Sunday, June 21, 2009


Sternwheeler, The Columbia Gorge

Cascade Locks, Oregon

Just got back from a couple of days at a campground on the Columbia, in the Gorge. Rained all day Friday, but was cloudy and cool Saturday, and this morning.

Camping has evolved considerably at my house. Back in the day, I thought nothing of putting everything I needed for three or four days into a pack, shouldering a pack-frame, and hiking five or ten miles into the wilderness. Tent, sleeping bag, cook kit, food, water, latrine trenching shovel, hatchet, all that. Hike into the woods, find a clearing -- or make one -- pitch the tent, trench it, dig a latrine, put a ground cloth down, roll the sleeping bag out, make a campfire. Coat myself liberally with 6-12 insect repellent to keep from being bled dry, and good to go.

In winter camping, I'd leave a pot of water simmering on the coals, sometimes waking up to find the fire out and the water frozen solid.

Ah, the good old days ...

We progressed to larger tents when I got married and we had kids, and didn't hike in, but parked closer. Some places wouldn't allow fires, so we got a Coleman stove. Stopped trenching and digging latrines -- they don't like that these days on public lands -- but the experience was similar.

Twenty-five or so years ago, the very earth everywhere somehow got harder, and I allowed as how an air mattress or a foam pad was no longer a luxury, but a necessity. I remember one particularly cold and uncomfortable night in Snowville as I lay freezing on ground that felt like concrete when a screech owl landed on the roof of the fire station behind which we had rolled out our sleeping bags.
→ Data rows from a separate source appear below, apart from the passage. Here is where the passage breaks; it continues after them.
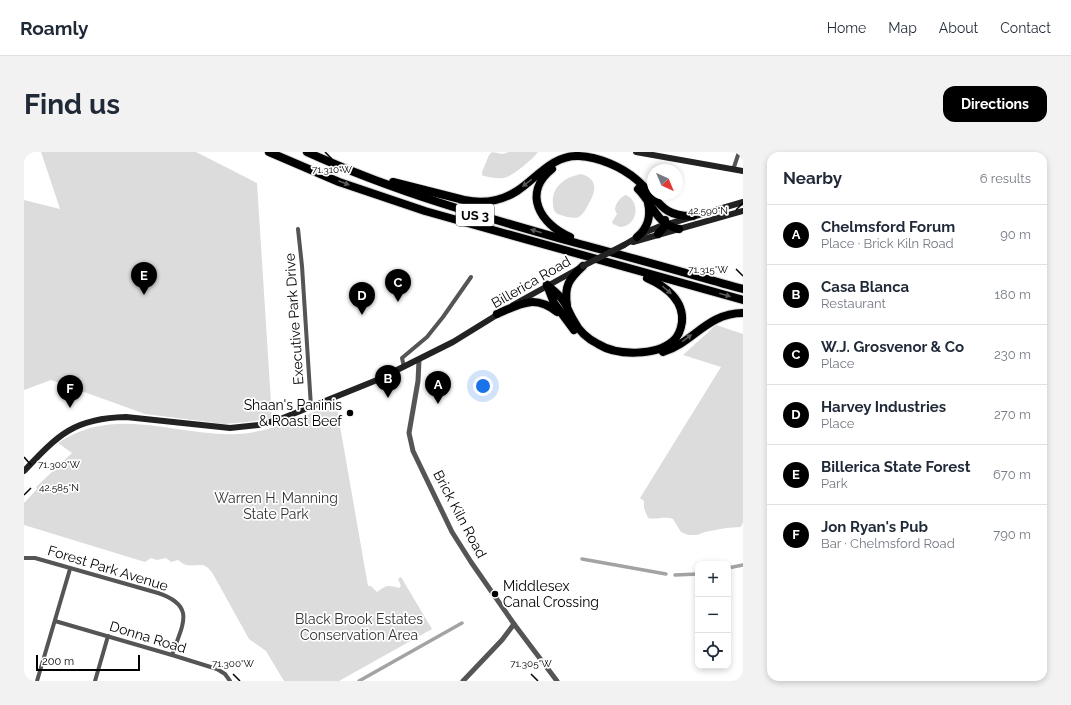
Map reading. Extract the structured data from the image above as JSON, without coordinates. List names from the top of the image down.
{
  "streets": {
    "highway": ["US 3"],
    "main road": ["Billerica Road"],
    "street": [
      "Executive Park Drive",
      "Brick Kiln Road",
      "Forest Park Avenue",
      "Donna Road"
    ]
  },
  "crossings": [
    ["Billerica Road", "Executive Park Drive"],
    ["Billerica Road", "Brick Kiln Road"],
    ["Forest Park Avenue", "Donna Road"]
  ],
  "parks": ["Warren H. Manning State Park", "Black Brook Estates Conservation Area"],
  "places": ["Shaan's Paninis & Roast Beef", "Middlesex Canal Crossing"],
  "scale_bar": "200 m",
  "north": "bottom right",
  "page": {
    "header": "Roamly",
    "nav": [
      "Home",
      "Map",
      "About",
      "Contact"
    ],
    "buttons": "Directions",
    "title": "Find us",
    "heading": ["Nearby", "6 results"],
    "list": [
      {
        "mark": "A",
        "name": "Chelmsford Forum",
        "note": "Place · Brick Kiln Road",
        "value": "90 m"
      },
      {
        "mark": "B",
        "name": "Casa Blanca",
        "note": "Restaurant",
        "value": "180 m"
      },
      {
        "mark": "C",
        "name": "W.J. Grosvenor & Co",
        "note": "Place",
        "value": "230 m"
      },
      {
        "mark": "D",
        "name": "Harvey Industries",
        "note": "Place",
        "value": "270 m"
      },
      {
        "mark": "E",
        "name": "Billerica State Forest",
        "note": "Park",
        "value": "670 m"
      },
      {
        "mark": "F",
        "name": "Jon Ryan's Pub",
        "note": "Bar · Chelmsford Road",
        "value": "790 m"
      }
    ],
    "pins": [
      "E",
      "C",
      "D",
      "B",
      "A",
      "F"
    ],
    "map_buttons": ["+", "−"],
    "scale": "200 m"
  },
  "coordinates": [
    "71.310°W",
    "42.590°N",
    "71.315°W",
    "71.300°W",
    "42.585°N",
    "71.305°W"
  ]
}
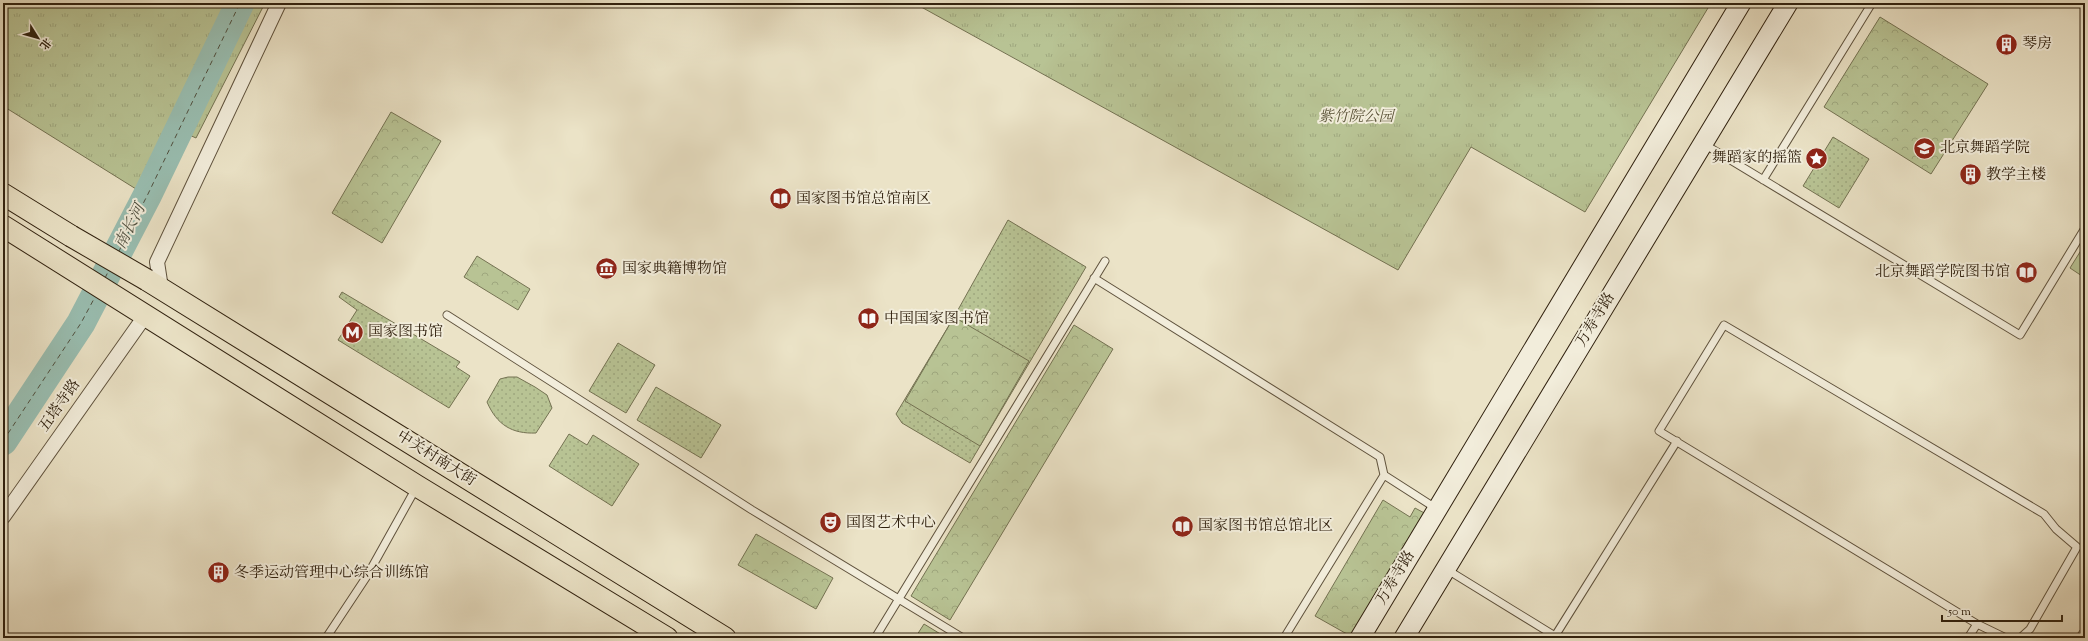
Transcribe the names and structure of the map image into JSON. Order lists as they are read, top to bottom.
{
  "streets": {
    "main road": ["中关村南大街"],
    "street": ["万寿寺路", "五塔寺路"]
  },
  "water": ["南长河"],
  "parks": ["紫竹院公园"],
  "places": {
    "building": ["琴房", "教学主楼", "冬季运动管理中心综合训练馆"],
    "school or university": ["北京舞蹈学院"],
    "place": ["舞蹈家的摇篮"],
    "library": [
      "国家图书馆总馆南区",
      "北京舞蹈学院图书馆",
      "中国国家图书馆",
      "国家图书馆总馆北区"
    ],
    "museum": ["国家典籍博物馆"],
    "metro station": ["国家图书馆"],
    "theatre": ["国图艺术中心"]
  },
  "scale_bar": "50 m",
  "north": "bottom right"
}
It made a sound like somebody dropped a bowling ball on the metal.

Then the bird screamed, and if I hadn't known before, I surely knew then where its name came from ...

I decided that was going to be my last bag-only on the ground experience if I could help it.

After we moved out here, we took the kids out tent-camping. Wound up in a park that allowed RV's. Pitched our tent, and a big Winnebago pulled in next to us. Nine o'clock, we were playing cards by the light of a Coleman lantern and running out of things to do, since it was dark.

Screen door slammed open on the Winnebago, a little girl leaned out, and yelled, loudly: "Mary! Dallas is on!"

I shook my head. What kind of pantywaist, sissy camping is that? Sitting in a motorhome, plugged into electricity, water, and sewer, watching television? Jeez-Louise! Why bother?

Well, fast-forward a few years, and it's the kind of camping we do. Yeah, yeah, I know, but there is something wonderful about tooling down that hot stretch of I-5 outside Redding, California, in your camper when it's a hundred and eight degrees outside and saying, "Honey, while you're up, would you get me a Haagen Dazs bar ... ?"

Okay, so I'm a pansy, but when the rain is coming down steadily all day, lying on that dry and comfortable couch in the RV, reading and listening to wind and watery fingers tap against the fiberglass roof? Well, it has a certain appeal. Got a toilet and a shower, too.

Civilization ain't all bad ...


Anonymous said...

Enjoy camping anyway you like, I say.

However, having stayed at the same Gorge campground I've go to ask, how did you enjoy the nightly Union Pacific Serenade?

We got 4 a night. Really broke into my REM moments. Made me long for the wilderness. And owls.


Steve Perry said...

Ah, the train. Rolls by close enough that an underhand softball pitch would sail over the top of the tallest cars.

Didn't wake me up, though. Tuned it right out. (That's 'cause they don't hit the horn coming through.)

Tiel Aisha Ansari said...

My parents went the same route. I remember doing a lot of tent-and-bag when we were little kids (not in very remote sites, obviously). Now they own a small RV, the kind that's mounted on a pickup truck but has a toilet, shower & kitchen built in.

James said...

I thought I was the only one who noticed the geophysical phenomenon of earth hardening! Wow. When I was much younger, my father and I were camping at Lake Walk-in-the-Water in Florida and doing some bass fishing during the day. First night, a confused rooster lets go with his best morning greeting about 0100 hours. Crap. Then again about an hour later. And then again about 0300. Like he was on a freakin' schedule. He cut loose at 0400 hours and, during his second chorus of cock-a-doodle-doo, the night air was shattered by the sound of a 12 gauge shotgun. My dad muttered "good. someone got the bastard". We slept peacefully the rest of that night and every night thereafter.